A 2020 study of three A. simus individuals from the Yukon showed that A. simus had a long history of a small breeding population. The number of breeding individuals decreased steadily around 1 million years ago (from about 16,500 to 4,000 individuals) and briefly increased 60,000 years ago (to about 7,500 individuals). This was followed by a decline around 48,000 years ago, linked to expanding Yukon forests during the MIS 3 interstadial. This decline continued until A. simus in Beringia went extinct near 23,000 years ago during the Last Glacial Maximum.

Hibernation

Arctodus pristinus fossils have been found in caves such as Port Kennedy in Pennsylvania, where remains from up to 36 individuals have been discovered, as well as in Cumberland Cave in Maryland and Hamilton Cave in West Virginia. These fossils are often found alongside black bear remains, which suggests that Arctodus pristinus lived in the same type of environment as black bears.

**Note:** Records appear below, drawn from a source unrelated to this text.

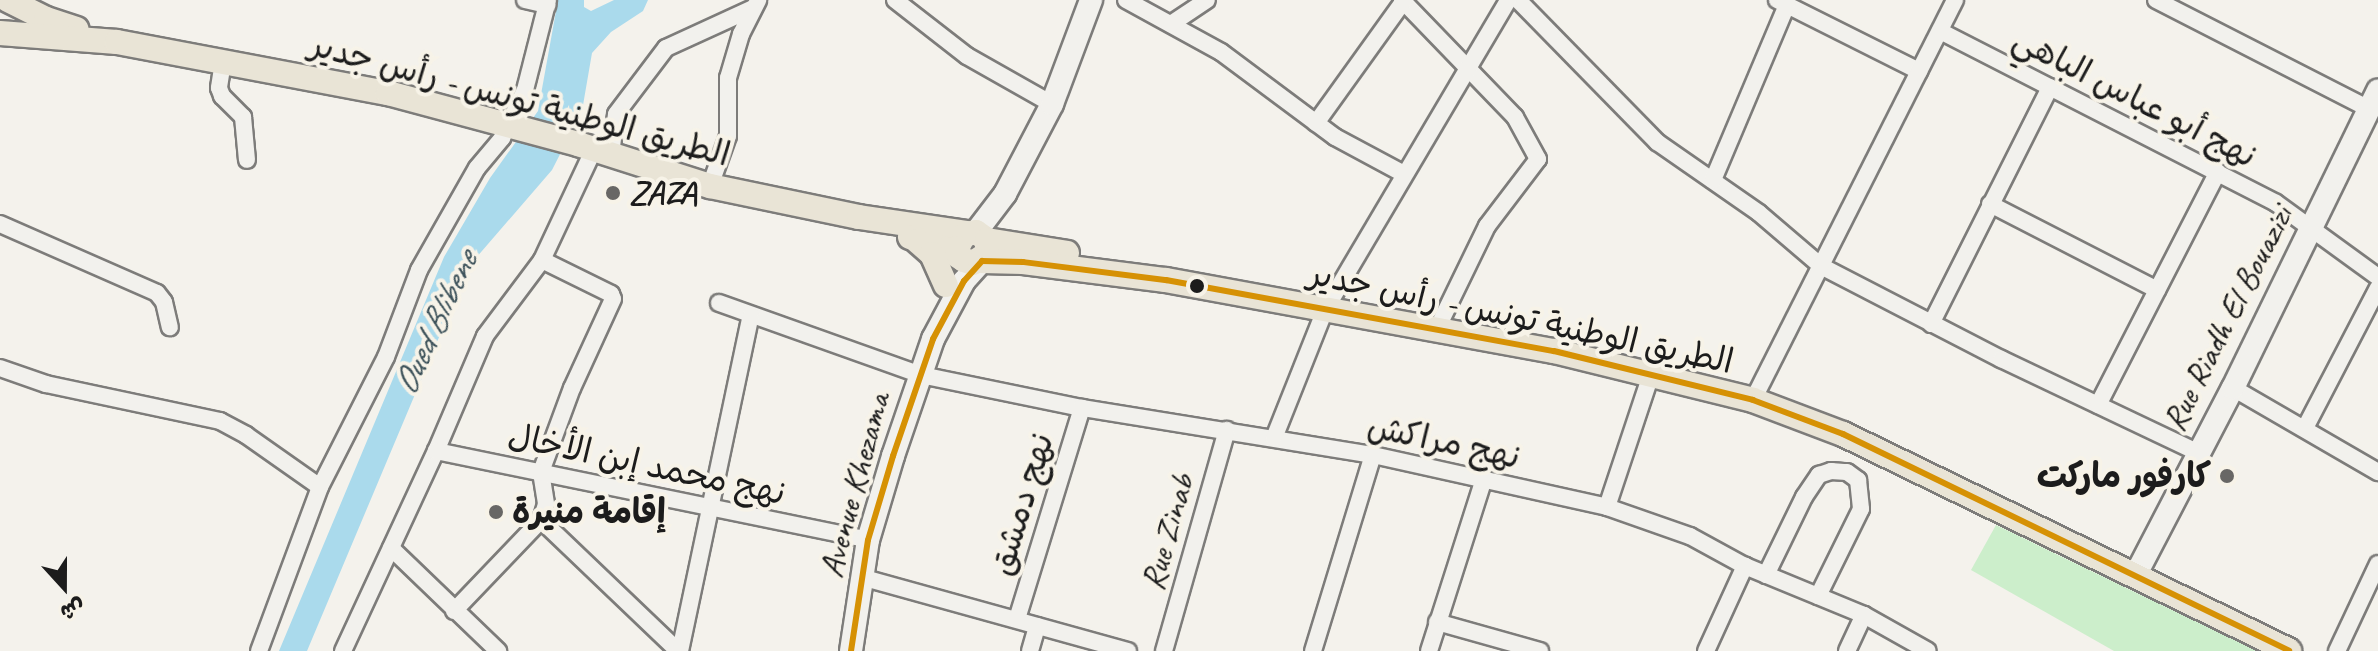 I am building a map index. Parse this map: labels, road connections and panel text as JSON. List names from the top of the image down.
{
  "streets": {
    "main road": ["الطريق الوطنية تونس - رأس جدير", "Rue Riadh El Bouazizi", "Avenue Khezama"],
    "street": [
      "نهج أبو عباس الباهي",
      "نهج مراكش",
      "نهج محمد إبن الأخال",
      "نهج دمشق",
      "Rue Zinab"
    ]
  },
  "crossings": [
    ["نهج أبو عباس الباهي", "Rue Riadh El Bouazizi"],
    ["الطريق الوطنية تونس - رأس جدير", "Rue Riadh El Bouazizi"],
    ["الطريق الوطنية تونس - رأس جدير", "Avenue Khezama"],
    ["نهج مراكش", "Avenue Khezama"],
    ["نهج مراكش", "نهج دمشق"],
    ["نهج مراكش", "Rue Zinab"],
    ["نهج محمد إبن الأخال", "Avenue Khezama"]
  ],
  "water": ["Oued Blibene"],
  "places": ["ZAZA", "كارفور ماركت", "إقامة منيرة"],
  "north": "bottom"
} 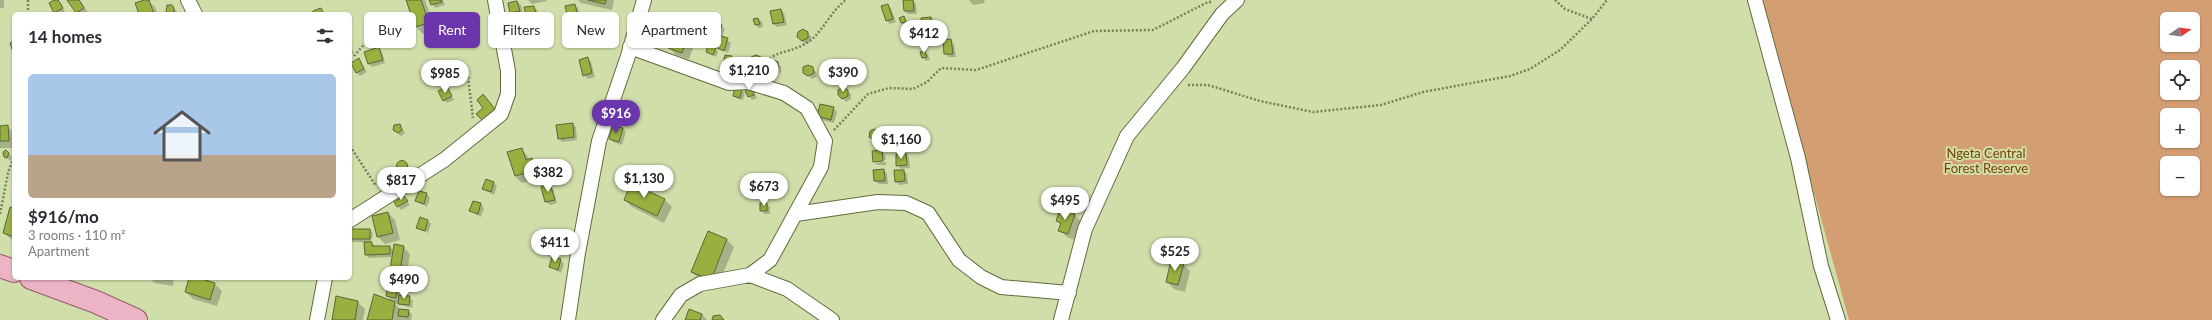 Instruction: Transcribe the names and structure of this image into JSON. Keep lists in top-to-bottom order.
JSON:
{
  "parks": ["Ngeta Central Forest Reserve"],
  "north": "right",
  "page": {
    "map_buttons": ["+", "−"],
    "chip": [
      "Buy",
      "Rent",
      "Filters",
      "New",
      "Apartment"
    ],
    "heading": "14 homes",
    "price": [
      "$412",
      "$1,210",
      "$390",
      "$985",
      "$916",
      "$1,160",
      "$382",
      "$1,130",
      "$817",
      "$673",
      "$495",
      "$411",
      "$525",
      "$490"
    ],
    "list": [
      {
        "name": "$916/mo",
        "note": "3 rooms · 110 m² · Apartment"
      }
    ]
  }
} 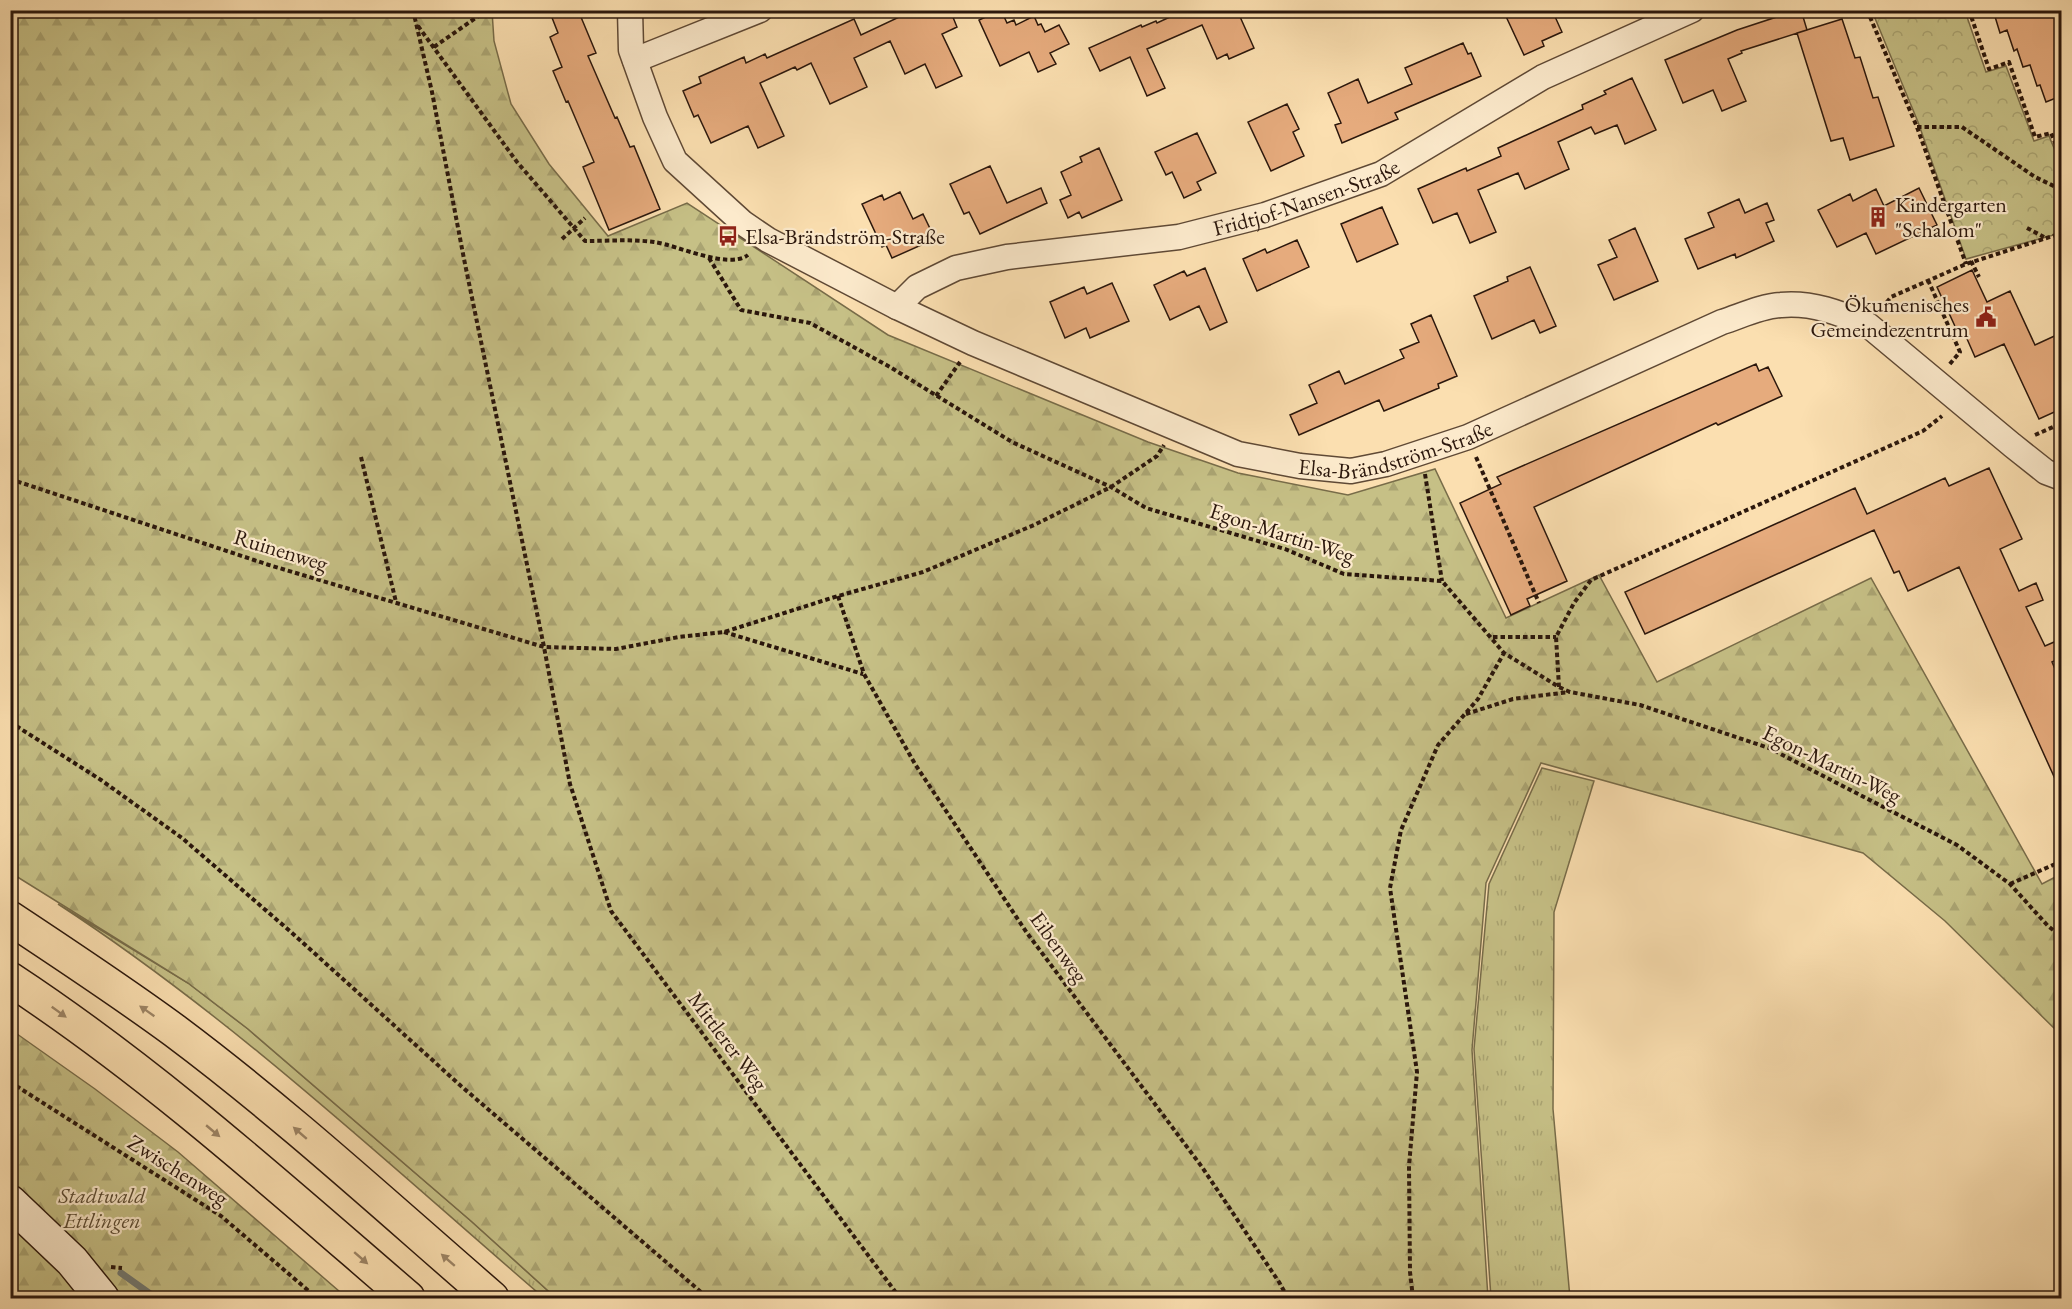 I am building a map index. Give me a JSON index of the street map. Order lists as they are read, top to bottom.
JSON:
{
  "streets": {
    "street": ["Fridtjof-Nansen-Straße", "Elsa-Brändström-Straße"],
    "path": [
      "Egon-Martin-Weg",
      "Ruinenweg",
      "Eibenweg",
      "Mittlerer Weg",
      "Zwischenweg"
    ]
  },
  "crossings": [
    ["Fridtjof-Nansen-Straße", "Elsa-Brändström-Straße"],
    ["Ruinenweg", "Mittlerer Weg"]
  ],
  "parks": ["Stadtwald Ettlingen"],
  "places": {
    "building": ["Kindergarten \"Schalom\""],
    "bus stop": ["Elsa-Brändström-Straße"],
    "public building": ["Ökumenisches Gemeindezentrum"]
  }
}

A 2003 study found that fossils of A. simus are mostly found in caves within karst regions. In the contiguous United States, about 38% of all A. simus fossil sites are caves, possibly as high as 50% in the western United States. This indicates that A. simus was closely connected to cave environments. Scientists are unsure if A. simus hibernated or entered a state of reduced activity (torpor). Like polar bears, male A. simus and females that were not mating may not have built dens, while females with young may have done so. This could explain why small, nearly complete A. simus fossils are found in caves. No adult A. simus fossils with offspring have been found, but traces of multiple animals sleeping together in caves have been reported at Riverbluff Cave. Arctotherium angustidens, another large short-faced bear species, has been found with offspring in a cave in Argentina.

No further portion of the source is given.